This YouTube Star Makes Parenting Fails Funny
John Woods has a creative way of processing the chaos that is parenthood.
Woods, a TV news editor by trade, creates comic videos touching on the frustrations parents face raising precocious kids.
- Car rides.
- Restaurant trips.
- Bed time.
- Sibling rivalry.
- Potty training.
If you’re a fellow parent, you’re nodding your head in recognition. It’s all rocket fuel for Woodsie TV, Woods’ blossoming YouTube channel. And it’s struck a sizable nerve. His channel boasts nearly 180K subscribers with videos generating up to 11 million views apiece. On TikTok his flock is more than 411.9K strong.
Not bad for a one-man production crew.
“It’s just me, me and my phone and my kids when they want to be on camera,” Woods says.
Creating comedy videos began as way to decompress from his nine to five world in Kansas City.
“It’s pretty heavy sometimes,” Woods says of wrestling the daily news cycle. Making comedy shorts in the beginning let him “unravel a bit and have some fun.”
“I didn’t really have a platform for that kind of thing,” adds Woods, who performed in theatrical productions in both high school and college.
Enter Vine, the now-defunct platform that encouraged micro comic videos. Woods created some short snippets there, but he later expanded to TikTok.
“When you’re creative there’s always that little voice in the back of your head … ‘is this funny on a larger scale?’” he asks. “Do other people find it funny?”
He got his answer via some old-fashioned pratfalls. He pounced on the “drop dance” meme, performing a brief shuffle before crashing to the floor. His house instantly “burst” into a fireball as a result.
His audience ate it up.
“It showed me TikTok is the global empire of comedy,” he says. “Stuff that translates well doesn’t have any words to it.”
He posted more videos from there, giving himself a voice in the process. He starred as a man stalked by a baby doll, cooked dinner via stop-motion animation and featured brief snippets of his kids. His editing chops separated him from his less polished peers.
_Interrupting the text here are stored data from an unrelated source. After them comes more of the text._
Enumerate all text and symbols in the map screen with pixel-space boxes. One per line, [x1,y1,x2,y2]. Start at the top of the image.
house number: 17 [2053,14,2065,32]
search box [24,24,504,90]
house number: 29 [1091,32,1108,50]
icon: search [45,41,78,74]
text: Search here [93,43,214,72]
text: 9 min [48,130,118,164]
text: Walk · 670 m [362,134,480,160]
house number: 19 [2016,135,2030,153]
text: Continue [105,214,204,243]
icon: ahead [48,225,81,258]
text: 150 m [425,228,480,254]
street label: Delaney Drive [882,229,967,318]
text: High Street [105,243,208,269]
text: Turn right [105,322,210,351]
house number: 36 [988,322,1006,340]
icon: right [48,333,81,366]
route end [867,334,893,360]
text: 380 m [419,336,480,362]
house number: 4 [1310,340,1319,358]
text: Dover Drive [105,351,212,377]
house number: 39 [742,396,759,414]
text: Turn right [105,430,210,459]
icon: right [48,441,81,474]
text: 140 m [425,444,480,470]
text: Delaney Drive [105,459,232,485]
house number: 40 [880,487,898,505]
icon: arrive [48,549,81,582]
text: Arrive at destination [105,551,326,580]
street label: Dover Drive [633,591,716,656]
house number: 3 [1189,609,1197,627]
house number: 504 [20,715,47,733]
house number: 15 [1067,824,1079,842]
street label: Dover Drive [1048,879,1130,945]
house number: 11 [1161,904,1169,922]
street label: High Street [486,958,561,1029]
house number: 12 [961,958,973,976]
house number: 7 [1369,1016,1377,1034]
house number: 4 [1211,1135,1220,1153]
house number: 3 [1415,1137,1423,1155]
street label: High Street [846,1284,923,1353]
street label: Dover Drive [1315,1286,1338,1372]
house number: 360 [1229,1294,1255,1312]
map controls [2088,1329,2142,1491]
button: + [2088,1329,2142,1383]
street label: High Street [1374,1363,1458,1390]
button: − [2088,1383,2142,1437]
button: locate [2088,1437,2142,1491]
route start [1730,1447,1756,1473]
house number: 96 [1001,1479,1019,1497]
He eventually landed on a more consistent premise – being an overworked dad. The view counts started to rise, and he understood why.
“There was no one I could find that was nailing that kind of humor,” he says, what he calls, “laughing your way through the pain.” He added an extra ingredient, one he calls “creepy but not too creepy.”
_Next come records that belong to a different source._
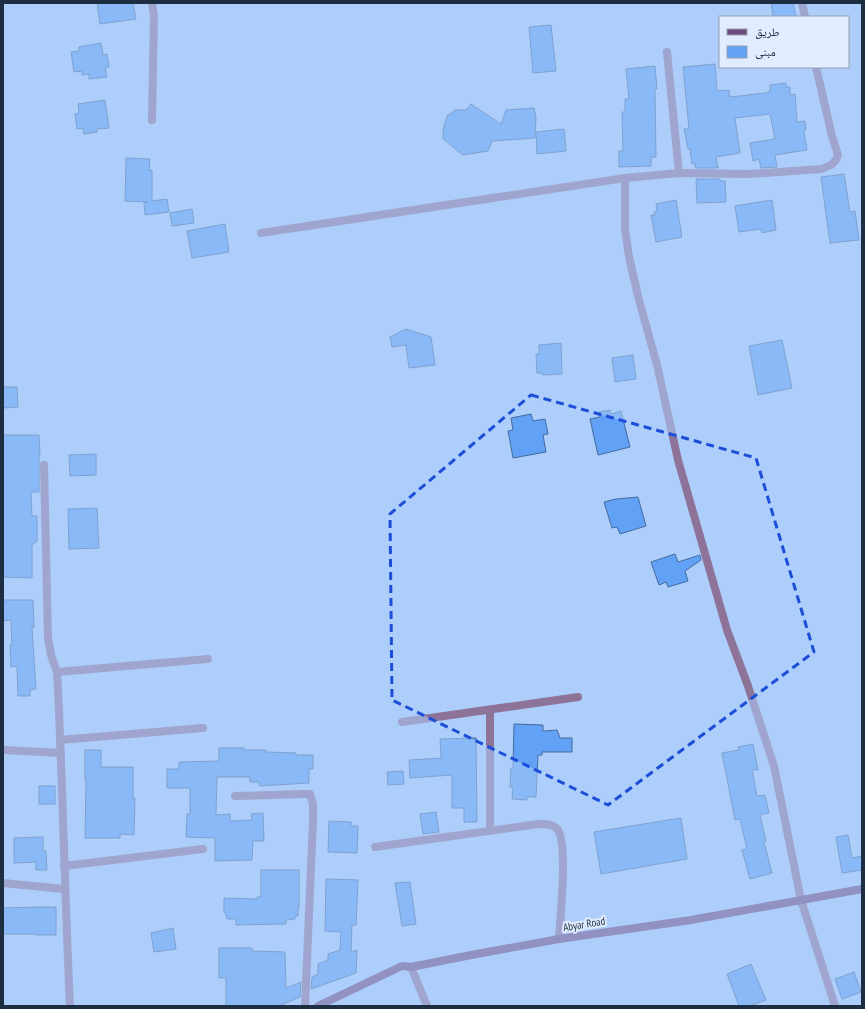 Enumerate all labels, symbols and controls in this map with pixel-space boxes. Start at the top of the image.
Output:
legend [719,16,849,68]
text: طريق [755,24,780,39]
text: مبنى [755,44,776,59]
street label: Abyar Road [562,914,606,934] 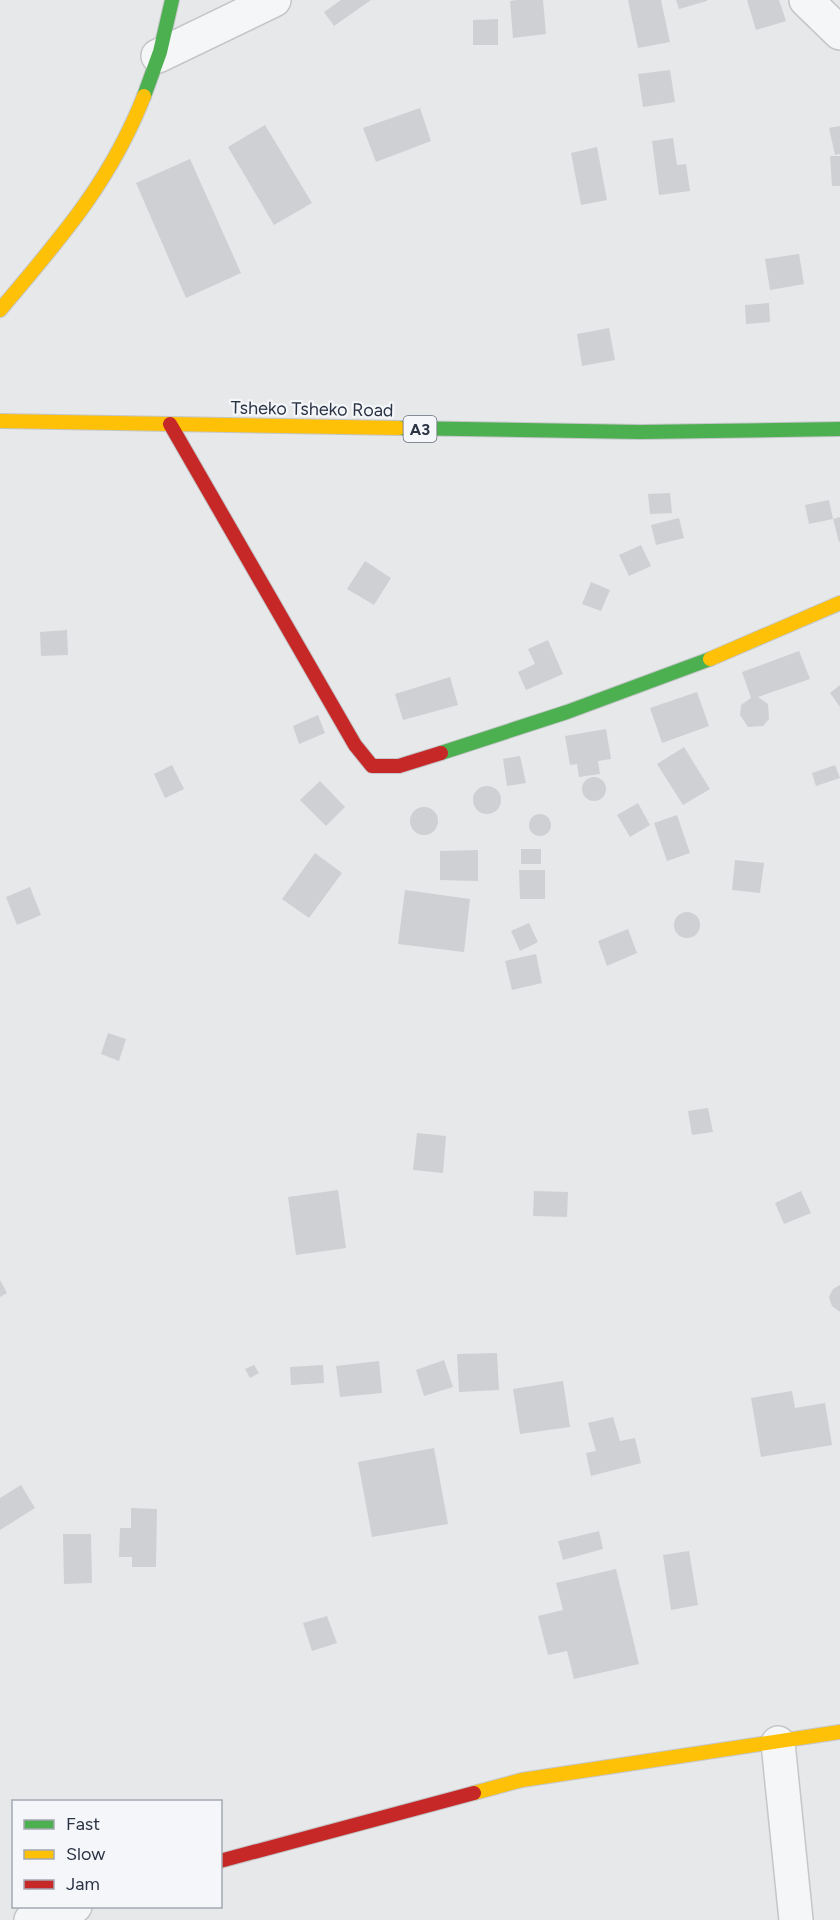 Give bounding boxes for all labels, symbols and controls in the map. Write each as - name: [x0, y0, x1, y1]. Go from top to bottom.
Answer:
- street label: Tsheko Tsheko Road: [230, 397, 394, 421]
- road number: A3: [404, 416, 436, 442]
- legend: [12, 1800, 222, 1908]
- text: Fast: [66, 1813, 100, 1835]
- text: Slow: [66, 1843, 105, 1865]
- text: Jam: [66, 1873, 100, 1895]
A “face swapping” app gave him the tech edge he craved. Soon, “Drunk Baby” was born.
“Toddlers look like drunk little people,” he says. Still, the moniker lacked a family-friendly element – his videos bleep out the very rare bits of profanity. So he tweaked the name – Queen Baby.
For now, his YouTube stardom offers some “extra pocket money” and a few folks recognizing him in public. A person once recognized his voice from another aisle in the store, he says.
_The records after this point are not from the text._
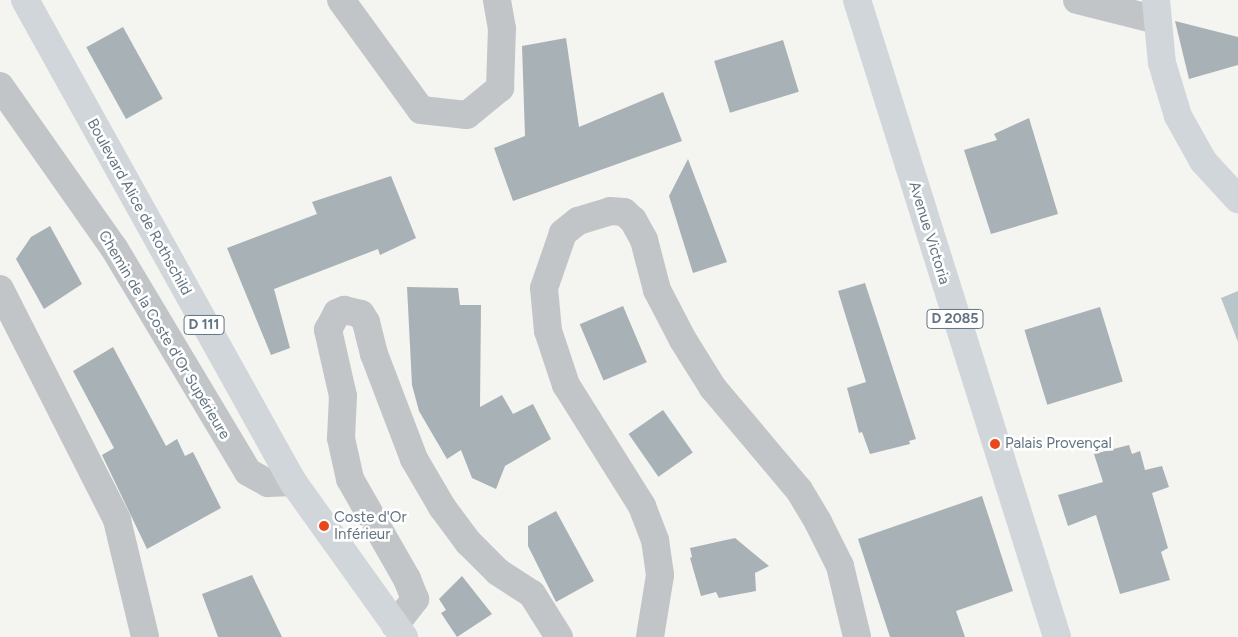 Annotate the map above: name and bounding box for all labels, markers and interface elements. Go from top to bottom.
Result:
street label: Boulevard Alice de Rothschild [83,116,195,298]
street label: Avenue Victoria [905,179,953,287]
street label: Chemin de la Coste d'Or Supérieure [94,227,234,443]
road number: D 2085 [926,308,984,330]
road number: D 111 [183,314,225,336]
place label: Palais Provençal [1005,435,1112,453]
marker: Palais Provençal [989,438,1001,450]
place label: Coste d'Or Inférieur [334,508,407,543]
marker: Coste d'Or Inférieur [318,520,330,532]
The best part of being a YouTube celebrity comes from the fans.
“I love the messages I get from people,” he says, like a father in England whose son has a challenging case of Autism. The Queen Baby videos give their clan plenty of laughter.
Woods plans to keep on making Queen Baby videos … for now.
“My kids are getting older. I’m starting to run out of material,” he says. “My youngest is four. She still doesn’t grasp what’s going on. My seven-year-old goes around telling people she’s famous.”